■ Exercise:
Those lines of the records that contain "district" are to be located and copied.

******

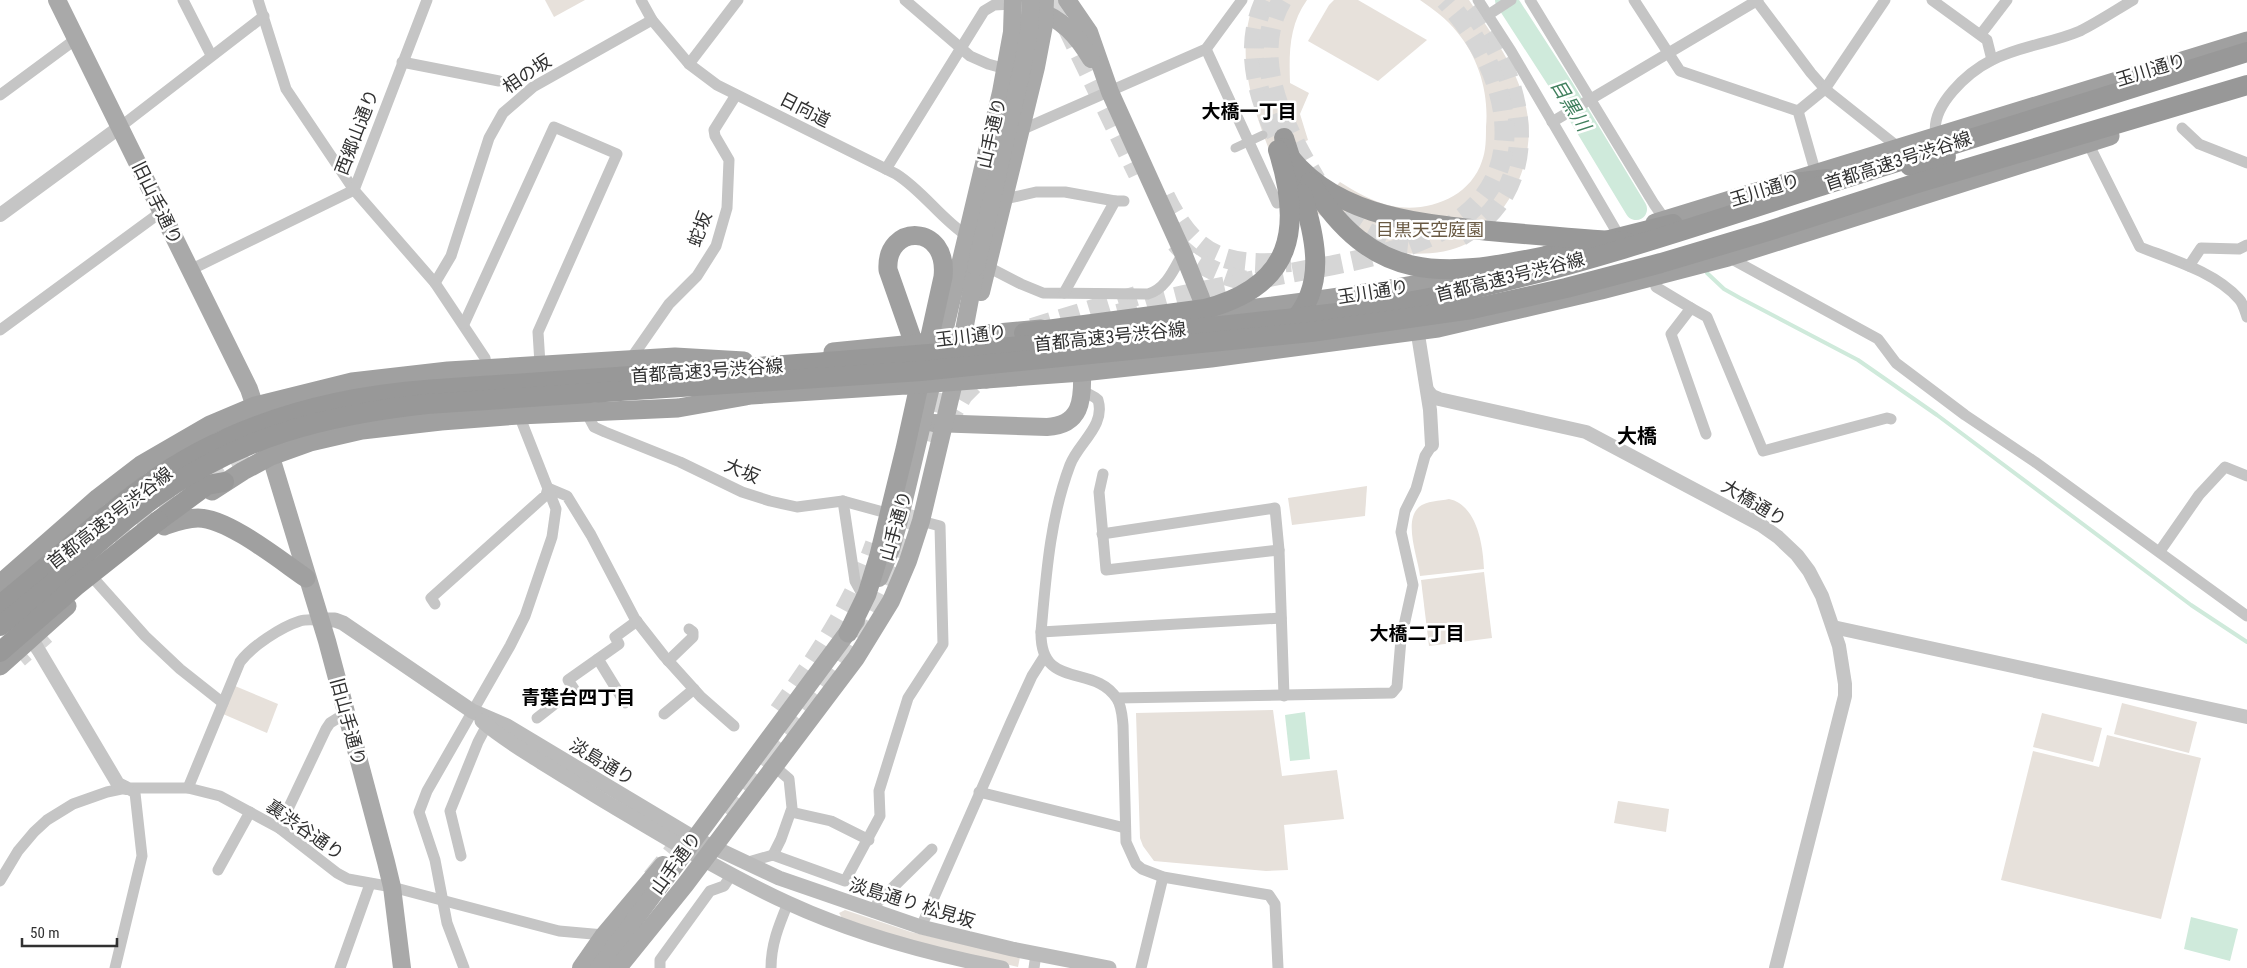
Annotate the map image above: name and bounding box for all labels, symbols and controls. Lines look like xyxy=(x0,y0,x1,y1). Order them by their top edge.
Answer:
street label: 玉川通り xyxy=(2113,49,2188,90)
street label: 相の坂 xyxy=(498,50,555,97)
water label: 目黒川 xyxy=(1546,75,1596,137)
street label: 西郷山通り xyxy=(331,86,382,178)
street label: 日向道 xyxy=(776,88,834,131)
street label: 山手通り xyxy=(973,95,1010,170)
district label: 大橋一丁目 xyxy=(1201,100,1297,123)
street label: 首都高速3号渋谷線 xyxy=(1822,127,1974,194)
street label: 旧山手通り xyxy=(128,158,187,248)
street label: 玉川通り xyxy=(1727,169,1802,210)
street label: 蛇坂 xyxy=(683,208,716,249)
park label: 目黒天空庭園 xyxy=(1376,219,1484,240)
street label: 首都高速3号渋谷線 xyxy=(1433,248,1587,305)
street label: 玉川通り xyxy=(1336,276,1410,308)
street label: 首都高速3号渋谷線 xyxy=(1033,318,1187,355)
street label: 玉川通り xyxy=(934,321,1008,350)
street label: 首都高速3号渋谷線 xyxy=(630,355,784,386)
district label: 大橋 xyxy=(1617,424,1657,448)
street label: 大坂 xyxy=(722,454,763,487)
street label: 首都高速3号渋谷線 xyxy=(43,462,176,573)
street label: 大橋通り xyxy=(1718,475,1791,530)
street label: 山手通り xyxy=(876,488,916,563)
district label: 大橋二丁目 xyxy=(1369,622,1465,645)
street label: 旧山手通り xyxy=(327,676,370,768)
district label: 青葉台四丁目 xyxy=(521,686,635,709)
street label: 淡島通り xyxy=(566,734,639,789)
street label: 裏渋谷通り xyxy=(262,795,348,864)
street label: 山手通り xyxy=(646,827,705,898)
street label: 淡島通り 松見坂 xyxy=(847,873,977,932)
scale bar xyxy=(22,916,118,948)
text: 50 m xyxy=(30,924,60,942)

******

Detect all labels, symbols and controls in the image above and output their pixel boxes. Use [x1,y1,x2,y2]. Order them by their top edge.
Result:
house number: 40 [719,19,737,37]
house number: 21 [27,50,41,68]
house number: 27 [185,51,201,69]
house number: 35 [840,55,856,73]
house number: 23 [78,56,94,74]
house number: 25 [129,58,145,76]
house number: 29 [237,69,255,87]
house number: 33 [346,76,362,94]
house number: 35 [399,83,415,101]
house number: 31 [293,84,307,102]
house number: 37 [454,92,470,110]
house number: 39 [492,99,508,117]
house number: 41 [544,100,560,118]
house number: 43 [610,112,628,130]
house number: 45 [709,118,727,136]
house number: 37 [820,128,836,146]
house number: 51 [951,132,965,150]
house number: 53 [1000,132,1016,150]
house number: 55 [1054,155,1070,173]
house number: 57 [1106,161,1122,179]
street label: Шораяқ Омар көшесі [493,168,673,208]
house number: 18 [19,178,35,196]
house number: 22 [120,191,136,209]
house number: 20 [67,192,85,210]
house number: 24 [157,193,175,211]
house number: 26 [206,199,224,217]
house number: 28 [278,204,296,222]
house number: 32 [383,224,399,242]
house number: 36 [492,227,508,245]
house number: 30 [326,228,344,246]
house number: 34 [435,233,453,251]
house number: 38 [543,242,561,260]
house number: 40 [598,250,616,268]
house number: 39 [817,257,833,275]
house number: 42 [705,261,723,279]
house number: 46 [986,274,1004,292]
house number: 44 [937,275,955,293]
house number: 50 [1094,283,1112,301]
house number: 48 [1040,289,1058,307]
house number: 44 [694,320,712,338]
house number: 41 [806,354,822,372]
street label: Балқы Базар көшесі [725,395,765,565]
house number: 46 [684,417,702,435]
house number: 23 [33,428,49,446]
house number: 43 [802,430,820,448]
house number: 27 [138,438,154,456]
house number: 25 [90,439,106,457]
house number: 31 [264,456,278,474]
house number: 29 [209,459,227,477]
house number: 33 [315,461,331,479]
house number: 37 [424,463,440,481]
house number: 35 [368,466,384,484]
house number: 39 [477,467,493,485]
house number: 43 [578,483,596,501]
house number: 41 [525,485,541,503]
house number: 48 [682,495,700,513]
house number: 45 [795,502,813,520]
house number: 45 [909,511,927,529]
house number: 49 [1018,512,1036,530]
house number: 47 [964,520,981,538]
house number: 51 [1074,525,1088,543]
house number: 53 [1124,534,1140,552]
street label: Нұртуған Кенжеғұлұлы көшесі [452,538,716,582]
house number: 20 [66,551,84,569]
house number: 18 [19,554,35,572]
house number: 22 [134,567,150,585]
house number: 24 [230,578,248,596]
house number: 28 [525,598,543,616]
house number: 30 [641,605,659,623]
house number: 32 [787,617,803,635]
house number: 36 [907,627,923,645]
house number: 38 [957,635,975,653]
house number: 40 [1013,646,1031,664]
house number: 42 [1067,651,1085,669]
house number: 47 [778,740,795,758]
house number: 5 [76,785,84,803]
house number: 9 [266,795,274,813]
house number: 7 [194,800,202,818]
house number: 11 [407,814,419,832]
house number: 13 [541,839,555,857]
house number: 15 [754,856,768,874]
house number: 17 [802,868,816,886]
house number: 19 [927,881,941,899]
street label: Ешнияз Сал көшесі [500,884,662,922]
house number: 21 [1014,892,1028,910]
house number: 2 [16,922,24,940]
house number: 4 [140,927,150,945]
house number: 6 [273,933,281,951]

******

■ Output for this task:
district label: 大橋一丁目 xyxy=(1201,100,1297,123)
district label: 大橋 xyxy=(1617,424,1657,448)
district label: 大橋二丁目 xyxy=(1369,622,1465,645)
district label: 青葉台四丁目 xyxy=(521,686,635,709)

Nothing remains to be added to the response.